------ Input data ------

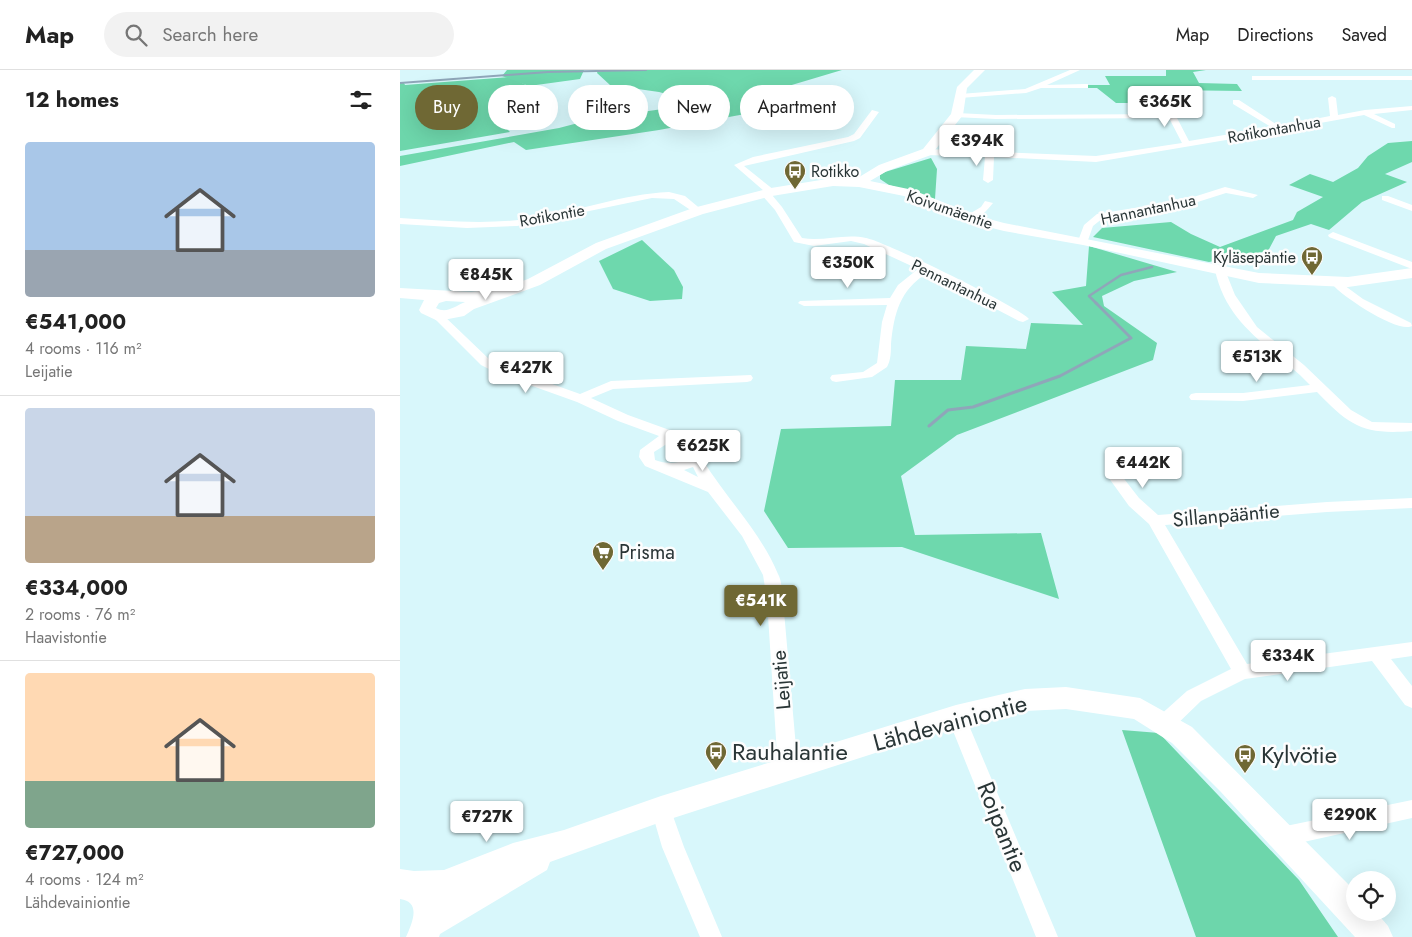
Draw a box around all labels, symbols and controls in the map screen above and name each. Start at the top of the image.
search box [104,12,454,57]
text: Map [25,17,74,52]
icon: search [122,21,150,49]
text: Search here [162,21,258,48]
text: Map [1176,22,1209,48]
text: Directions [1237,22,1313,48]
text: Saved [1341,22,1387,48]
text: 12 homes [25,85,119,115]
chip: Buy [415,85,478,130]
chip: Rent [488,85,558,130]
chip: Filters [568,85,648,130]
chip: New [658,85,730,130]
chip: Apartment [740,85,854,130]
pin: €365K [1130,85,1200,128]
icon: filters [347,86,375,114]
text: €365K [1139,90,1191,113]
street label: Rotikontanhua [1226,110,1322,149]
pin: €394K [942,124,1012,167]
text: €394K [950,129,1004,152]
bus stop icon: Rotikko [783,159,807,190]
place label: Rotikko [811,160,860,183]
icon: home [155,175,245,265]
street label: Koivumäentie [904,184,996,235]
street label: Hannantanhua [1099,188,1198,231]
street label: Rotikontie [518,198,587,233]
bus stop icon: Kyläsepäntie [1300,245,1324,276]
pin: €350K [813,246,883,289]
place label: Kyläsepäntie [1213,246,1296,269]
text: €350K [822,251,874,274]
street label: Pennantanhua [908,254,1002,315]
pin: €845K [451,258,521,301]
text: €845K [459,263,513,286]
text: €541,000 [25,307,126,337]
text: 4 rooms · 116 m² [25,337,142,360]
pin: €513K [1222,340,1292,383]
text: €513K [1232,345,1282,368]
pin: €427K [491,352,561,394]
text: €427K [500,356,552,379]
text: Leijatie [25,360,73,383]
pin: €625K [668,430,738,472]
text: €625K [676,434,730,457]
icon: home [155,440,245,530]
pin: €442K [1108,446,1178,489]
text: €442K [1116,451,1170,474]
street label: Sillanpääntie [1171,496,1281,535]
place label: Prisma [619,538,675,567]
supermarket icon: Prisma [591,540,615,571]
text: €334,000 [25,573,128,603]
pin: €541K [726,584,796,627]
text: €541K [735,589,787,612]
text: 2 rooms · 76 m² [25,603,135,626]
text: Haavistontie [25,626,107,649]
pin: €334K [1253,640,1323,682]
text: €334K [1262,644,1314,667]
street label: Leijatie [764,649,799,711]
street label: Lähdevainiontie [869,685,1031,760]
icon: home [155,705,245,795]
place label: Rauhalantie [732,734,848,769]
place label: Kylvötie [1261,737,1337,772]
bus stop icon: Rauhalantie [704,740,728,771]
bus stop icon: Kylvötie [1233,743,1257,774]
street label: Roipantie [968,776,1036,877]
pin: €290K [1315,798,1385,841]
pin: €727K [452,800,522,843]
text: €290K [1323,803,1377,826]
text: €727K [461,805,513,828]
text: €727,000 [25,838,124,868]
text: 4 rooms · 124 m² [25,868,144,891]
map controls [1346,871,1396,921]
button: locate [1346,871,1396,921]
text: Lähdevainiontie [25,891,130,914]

------

Try it:
Extract the full listing above verbatim; pictures are to be left out of the copy.

Written response:
Draw a box around all labels, symbols and controls in the map screen above and name each. Start at the top of the image.
search box [104,12,454,57]
text: Map [25,17,74,52]
icon: search [122,21,150,49]
text: Search here [162,21,258,48]
text: Map [1176,22,1209,48]
text: Directions [1237,22,1313,48]
text: Saved [1341,22,1387,48]
text: 12 homes [25,85,119,115]
chip: Buy [415,85,478,130]
chip: Rent [488,85,558,130]
chip: Filters [568,85,648,130]
chip: New [658,85,730,130]
chip: Apartment [740,85,854,130]
pin: €365K [1130,85,1200,128]
icon: filters [347,86,375,114]
text: €365K [1139,90,1191,113]
street label: Rotikontanhua [1226,110,1322,149]
pin: €394K [942,124,1012,167]
text: €394K [950,129,1004,152]
bus stop icon: Rotikko [783,159,807,190]
place label: Rotikko [811,160,860,183]
icon: home [155,175,245,265]
street label: Koivumäentie [904,184,996,235]
street label: Hannantanhua [1099,188,1198,231]
street label: Rotikontie [518,198,587,233]
bus stop icon: Kyläsepäntie [1300,245,1324,276]
pin: €350K [813,246,883,289]
place label: Kyläsepäntie [1213,246,1296,269]
text: €350K [822,251,874,274]
street label: Pennantanhua [908,254,1002,315]
pin: €845K [451,258,521,301]
text: €845K [459,263,513,286]
text: €541,000 [25,307,126,337]
text: 4 rooms · 116 m² [25,337,142,360]
pin: €513K [1222,340,1292,383]
text: €513K [1232,345,1282,368]
pin: €427K [491,352,561,394]
text: €427K [500,356,552,379]
text: Leijatie [25,360,73,383]
pin: €625K [668,430,738,472]
text: €625K [676,434,730,457]
icon: home [155,440,245,530]
pin: €442K [1108,446,1178,489]
text: €442K [1116,451,1170,474]
street label: Sillanpääntie [1171,496,1281,535]
place label: Prisma [619,538,675,567]
supermarket icon: Prisma [591,540,615,571]
text: €334,000 [25,573,128,603]
pin: €541K [726,584,796,627]
text: €541K [735,589,787,612]
text: 2 rooms · 76 m² [25,603,135,626]
text: Haavistontie [25,626,107,649]
pin: €334K [1253,640,1323,682]
text: €334K [1262,644,1314,667]
street label: Leijatie [764,649,799,711]
street label: Lähdevainiontie [869,685,1031,760]
icon: home [155,705,245,795]
place label: Rauhalantie [732,734,848,769]
place label: Kylvötie [1261,737,1337,772]
bus stop icon: Rauhalantie [704,740,728,771]
bus stop icon: Kylvötie [1233,743,1257,774]
street label: Roipantie [968,776,1036,877]
pin: €290K [1315,798,1385,841]
pin: €727K [452,800,522,843]
text: €290K [1323,803,1377,826]
text: €727K [461,805,513,828]
text: €727,000 [25,838,124,868]
text: 4 rooms · 124 m² [25,868,144,891]
map controls [1346,871,1396,921]
button: locate [1346,871,1396,921]
text: Lähdevainiontie [25,891,130,914]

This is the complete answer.